AnimaisOrçamento do Estado 2024

Fim da isenção do IMI ao património imobiliário público que seja utilizado para a realização de touradas

De acordo com o Movimento Cívico “Fim dos dinheiros públicos para touradas”, todos os anos são gastos cerca de 16 milhões de euros em financiamento público, direto ou indireto, no apoio à tauromaquia em Portugal, tendo esta verba as mais diversas origens – envolvendo desde orçamentos municipais, passando pelo Orçamento da Região Autónoma dos Açores e pelo Orçamento do Estado e envolvendo até fundos da União Europeia (que involuntariamente contribuem para o pagamento de ajudas, prémios, subsídios e financiamentos que abrangem principalmente a criação de bovinos de lide1 e à construção e reabilitação de praças de touros).

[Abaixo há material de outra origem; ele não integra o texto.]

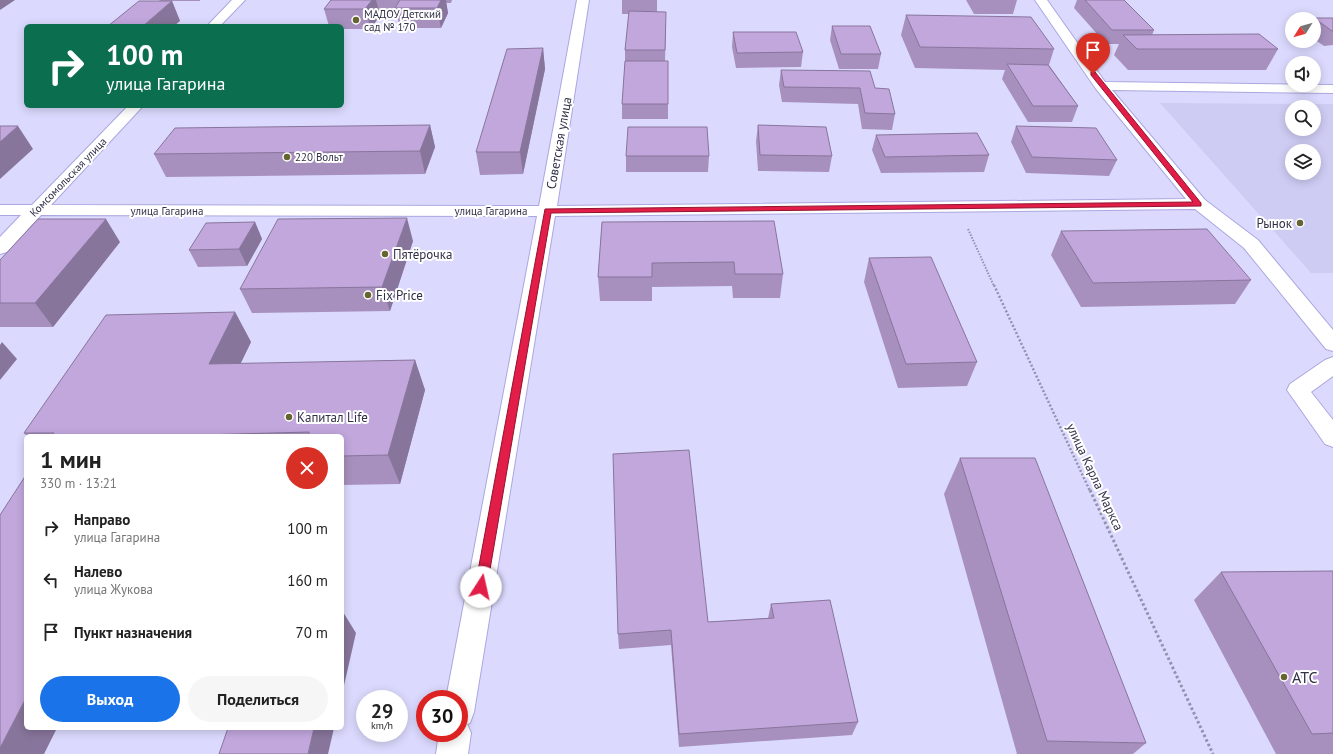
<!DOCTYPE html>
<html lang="ru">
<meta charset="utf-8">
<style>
:root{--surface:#fff;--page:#f6f6f6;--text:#222;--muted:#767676;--accent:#1a73e8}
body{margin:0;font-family:"PT Sans",sans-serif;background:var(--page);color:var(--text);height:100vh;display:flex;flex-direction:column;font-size:15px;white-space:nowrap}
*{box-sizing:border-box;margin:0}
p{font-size:13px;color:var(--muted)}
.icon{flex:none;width:22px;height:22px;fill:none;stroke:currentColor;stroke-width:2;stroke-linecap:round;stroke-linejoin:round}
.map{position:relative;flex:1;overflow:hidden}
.drawer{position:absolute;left:24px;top:434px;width:320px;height:296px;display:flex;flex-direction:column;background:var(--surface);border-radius:6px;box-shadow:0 2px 10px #0003}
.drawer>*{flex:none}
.banner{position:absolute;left:24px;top:24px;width:320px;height:84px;border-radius:6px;box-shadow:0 2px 10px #0003;background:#0b6e4f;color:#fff;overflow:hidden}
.needle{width:26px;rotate:233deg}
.tools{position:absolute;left:1285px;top:12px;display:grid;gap:8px}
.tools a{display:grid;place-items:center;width:36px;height:36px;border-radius:50%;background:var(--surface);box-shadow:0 2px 10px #0003;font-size:20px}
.speed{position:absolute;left:356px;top:690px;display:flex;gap:8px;font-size:20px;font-weight:700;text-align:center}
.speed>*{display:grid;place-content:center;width:52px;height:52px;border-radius:50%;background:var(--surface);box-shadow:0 2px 10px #0003;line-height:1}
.speed small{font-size:10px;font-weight:400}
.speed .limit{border:6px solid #d22;background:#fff;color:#111}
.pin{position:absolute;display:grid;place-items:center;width:34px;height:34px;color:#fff;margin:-41px -17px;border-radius:50% 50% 50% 0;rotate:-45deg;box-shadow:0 0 4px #0007}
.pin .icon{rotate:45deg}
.me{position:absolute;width:44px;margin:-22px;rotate:10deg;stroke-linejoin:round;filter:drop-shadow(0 0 3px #0008)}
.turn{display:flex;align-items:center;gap:14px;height:84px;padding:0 16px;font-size:18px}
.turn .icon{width:52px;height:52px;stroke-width:2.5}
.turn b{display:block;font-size:28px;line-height:34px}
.round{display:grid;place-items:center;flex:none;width:42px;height:42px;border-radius:21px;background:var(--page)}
.head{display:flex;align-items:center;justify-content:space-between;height:68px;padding:0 16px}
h1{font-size:24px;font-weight:700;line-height:30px}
.button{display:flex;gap:8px;margin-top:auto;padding:8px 16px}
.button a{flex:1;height:46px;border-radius:24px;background:var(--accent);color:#fff;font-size:16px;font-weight:700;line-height:46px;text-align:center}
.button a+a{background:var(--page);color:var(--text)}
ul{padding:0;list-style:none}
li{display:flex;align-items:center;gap:12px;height:52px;padding:0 16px}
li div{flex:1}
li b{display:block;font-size:15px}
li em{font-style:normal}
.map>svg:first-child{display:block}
.built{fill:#ceccf3;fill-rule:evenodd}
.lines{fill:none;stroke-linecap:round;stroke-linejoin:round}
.minor-casing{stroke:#aaa7e0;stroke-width:2}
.path-far2{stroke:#9291af;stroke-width:2;stroke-dasharray:1.5 1.5;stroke-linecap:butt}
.path-far1{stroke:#9291af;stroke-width:2.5;stroke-dasharray:2 2;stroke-linecap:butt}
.path{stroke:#9291af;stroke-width:3;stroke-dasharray:2.5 2.5;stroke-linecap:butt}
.minor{fill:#fff;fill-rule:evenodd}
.wall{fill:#a790be}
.shaded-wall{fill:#88759b}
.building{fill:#c2a7dd;stroke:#88759b}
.route{fill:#e11d48;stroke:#92132f}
.poi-dot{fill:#666431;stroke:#fff;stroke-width:1.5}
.labels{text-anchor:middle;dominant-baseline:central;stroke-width:4;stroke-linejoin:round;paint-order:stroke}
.far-poi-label{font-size:11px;fill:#323047;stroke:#fff;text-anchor:start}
.far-street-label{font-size:11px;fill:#323047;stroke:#fff}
.street-label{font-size:13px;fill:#323047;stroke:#fff}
.poi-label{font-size:13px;fill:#323047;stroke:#fff;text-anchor:start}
.near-poi-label{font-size:16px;fill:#323047;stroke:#fff;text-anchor:start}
</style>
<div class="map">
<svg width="1333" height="754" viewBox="0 0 1333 754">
<rect width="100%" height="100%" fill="#dbdafe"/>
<path class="built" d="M1160,103L1333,104V273H1311ZM1292,107H1314V129H1292ZM1292,151H1314V173H1292Z"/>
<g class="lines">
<g class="minor-casing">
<path id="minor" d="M232,0H245L220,26H207Z
M577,0H589L557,206L1186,199L1096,89L1035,0H1047L1105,82L1333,85V93L1112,90L1205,200L1258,240L1333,330V351L1326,349L1244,248L1195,209L555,216L474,712L470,723L467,724L471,733L468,754H436L439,733H459V699H446L537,216L41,215L7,252L0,254V237L21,215H0V205H32L128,106H143L51,205L539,206Z
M1333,357V376L1311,392L1333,420V447L1325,444L1287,390L1290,384L1325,360Z"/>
</g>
<path class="path-far2" d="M968,229L994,286"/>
<path class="path-far1" d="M994,285L1090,491"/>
<path class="path" d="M1090,490L1213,754"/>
<use href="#minor" class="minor"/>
</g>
<path class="wall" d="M159,0H200V1H172L180,21Z
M331,0H452L451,3H446L448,13L441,28H400L397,15H380L371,29H342V26H329L324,9Z
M622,0H657V12L666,26L665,61H668V119H622V104L625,61V50L629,14H622Z
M966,0H1017L1013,14H974Z
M1077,0H1124L1154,30L1152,35L1278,49L1266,70H1128L1114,55L1119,44H1106L1074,8Z
M906,15L1054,49L1049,65L1078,106L1072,122H1028L1002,79L1005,70L915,68L901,35Z
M1314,18H1333V45L1324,46L1314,39Z
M832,26L881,54L878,69H839L830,40Z
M733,32L803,52L801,67L736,68L732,47Z
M543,48L545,69L523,174L480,175L476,152Z
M781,70L875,88L895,114L892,130L862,129L858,104L782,102L779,85Z
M48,106H89L87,107H49Z
M430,125L435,147L425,174L166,177L154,154Z
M758,125L832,156L829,172L758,171L756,141Z
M1016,126L1117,160L1109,176L1026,173L1011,142Z
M876,135L989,155L984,172L881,173L872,150Z
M626,156H709L708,172H626Z
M255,222L262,239L247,266L198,267L189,250Z
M602,222L783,274L780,298H733L732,286L652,287V301H600L598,277Z
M1061,231L1251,280L1235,304L1081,307L1051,255Z
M413,241L390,311L252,313L240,289Z
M120,242L53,327H0V260Z
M869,258L977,362L967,386L898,388L864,282Z
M235,312L251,342L240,364L415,360L425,390L400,484L342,485V436H27L24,433Z
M960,458L1146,743L1133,754H1017L944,494Z
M1333,571V754H1276L1194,600L1221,572Z
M771,604L858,722L852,735L679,747L671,645L619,649L618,634L708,622L768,618Z"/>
<path class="shaded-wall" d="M0,0H15L0,10Z
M372,0H376L380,15L371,29L365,9Z
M441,0H446L448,13L441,28L437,8Z
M172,1L180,21L174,26H143Z
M543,48L545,69L523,174L520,152Z
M430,125L435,147L425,174L420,151Z
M18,126L33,149L0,179V142Z
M407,218L413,241L390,311L382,287Z
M106,219L120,242L53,327L35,303Z
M255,222L262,239L247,266L239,249Z
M235,312L251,342L226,394L209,364Z
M2,342L17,359L0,380V345Z
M415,360L425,390L400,484L388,455Z
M343,612L356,633L342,694V616Z
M26,698V728H57L44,754H0V748Z
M314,728H334L328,754H308Z"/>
<path class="building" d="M331,0H372L365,9H324Z
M400,0H441L437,8H395Z
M1085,0H1124L1154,30H1112Z
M139,1H172L143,26H108Z
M629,11L666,12L665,50H625Z
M906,15L1031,17L1054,49L920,47Z
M1314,18H1333V31H1332Z
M832,26H870L881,54H841Z
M733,32H796L803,52L737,53Z
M1259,34L1278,49H1137L1123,35Z
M543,48L520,152H476L507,49Z
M625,61H668V104H622Z
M1007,64L1048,65L1078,106H1033Z
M781,70L870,71L875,88L889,89L895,114L865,113L860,88L784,87Z
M430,125L420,151L154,154L175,128Z
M758,125L826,127L832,156L760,155Z
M0,126H18L0,142Z
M1016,126L1096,128L1117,160L1032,157Z
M628,127H707L709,156H626Z
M977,133L989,155L885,157L876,135Z
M407,218L382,287L240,289L278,219Z
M38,219H106L35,303H0V260Z
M774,221L783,274H735L734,262L652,263V277H598L602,222Z
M255,222L239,249L189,250L206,223Z
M1207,229L1251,280L1093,283L1061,231Z
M931,257L977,362L906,364L869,258Z
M235,312L209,364L415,360L388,455L342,456V436H309V432L164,436H52L54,433H24L106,315Z
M689,450L708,622L774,618L771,604L830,600L858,722L679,734L671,630L618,634L613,454Z
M960,458H1035L1146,743L1047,741Z
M26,475V698L0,748V515Z
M1333,571V733L1312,734L1221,572Z
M228,728H314L308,754H219Z"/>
<path class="route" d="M1091,72H1095L1201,203V206L551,213L487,587L485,591L481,592L477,591L475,587L545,209L1193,202L1091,75Z"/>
<g class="poi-dot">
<circle cx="356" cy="20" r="4"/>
<circle cx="287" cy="157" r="4"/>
<circle cx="1300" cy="223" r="4"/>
<circle cx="385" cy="254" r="4"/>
<circle cx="368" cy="295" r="4"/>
<circle cx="289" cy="417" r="4"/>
<circle cx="1284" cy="677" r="4"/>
</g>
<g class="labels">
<g class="far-poi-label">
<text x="364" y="14">МАДОУ Детский<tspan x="364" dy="13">сад № 170</tspan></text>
<text x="295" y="157">220 Вольт</text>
</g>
<g class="far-street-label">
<text transform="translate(68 177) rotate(-46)">Комсомольская улица</text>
<text x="167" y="211">улица Гагарина</text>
<text x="491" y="211">улица Гагарина</text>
</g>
<g class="street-label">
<text transform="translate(559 143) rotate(-80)">Советская улица</text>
<text transform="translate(1095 477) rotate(65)">улица Карла Маркса</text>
</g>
<g class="poi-label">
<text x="1292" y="223" text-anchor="end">Рынок</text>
<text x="393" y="254">Пятёрочка</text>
<text x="376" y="295">Fix Price</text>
<text x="297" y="417">Капитал Life</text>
</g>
<g class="near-poi-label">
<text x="1292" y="677">АТС</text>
</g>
</g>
</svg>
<div class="tools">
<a><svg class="needle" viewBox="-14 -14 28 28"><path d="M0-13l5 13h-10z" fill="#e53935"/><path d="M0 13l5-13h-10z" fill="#767676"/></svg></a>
<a><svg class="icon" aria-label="sound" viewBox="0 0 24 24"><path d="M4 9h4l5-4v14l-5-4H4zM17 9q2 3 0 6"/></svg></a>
<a><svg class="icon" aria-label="search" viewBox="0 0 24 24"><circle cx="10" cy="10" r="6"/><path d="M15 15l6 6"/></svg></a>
<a><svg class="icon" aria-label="layers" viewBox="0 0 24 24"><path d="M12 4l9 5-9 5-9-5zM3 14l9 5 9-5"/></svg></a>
</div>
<div class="speed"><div>29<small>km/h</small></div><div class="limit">30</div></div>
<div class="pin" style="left:1093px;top:74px;background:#d93025"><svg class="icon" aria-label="arrive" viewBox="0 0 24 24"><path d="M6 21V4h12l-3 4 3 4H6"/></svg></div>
<svg class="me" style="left:481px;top:587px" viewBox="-20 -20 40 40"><circle r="19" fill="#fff"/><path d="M0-13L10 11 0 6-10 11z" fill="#e11d48"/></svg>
<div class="banner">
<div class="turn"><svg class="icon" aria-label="right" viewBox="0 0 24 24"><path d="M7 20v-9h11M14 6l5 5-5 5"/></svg><div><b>100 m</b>улица Гагарина</div></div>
</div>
<section class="drawer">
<div class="head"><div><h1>1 мин</h1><p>330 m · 13:21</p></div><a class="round" style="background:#d93025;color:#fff"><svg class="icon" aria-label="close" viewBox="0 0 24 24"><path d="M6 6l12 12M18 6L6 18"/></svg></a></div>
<ul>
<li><svg class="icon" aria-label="right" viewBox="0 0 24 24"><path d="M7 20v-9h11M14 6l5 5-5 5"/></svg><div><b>Направо</b><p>улица Гагарина</p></div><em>100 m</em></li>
<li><svg class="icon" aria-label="left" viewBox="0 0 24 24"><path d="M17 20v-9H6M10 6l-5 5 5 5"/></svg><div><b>Налево</b><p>улица Жукова</p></div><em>160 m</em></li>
<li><svg class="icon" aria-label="arrive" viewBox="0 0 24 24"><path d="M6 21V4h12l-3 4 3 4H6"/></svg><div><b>Пункт назначения</b></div><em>70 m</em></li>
</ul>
<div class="button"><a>Выход</a><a>Поделиться</a></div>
</section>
</div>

Nesta soma apenas se incluem financiamentos com a compra de bilhetes para touradas, organização de espetáculos tauromáquicos, patrocínio de material impresso, publicidade, aluguer de touros, reabilitação e manutenção de praças de touros, seguros dos artistas ou subsídios para associações tauromáquicas (tertúlias, grupos de forcados, escolas de toureio, entre outros).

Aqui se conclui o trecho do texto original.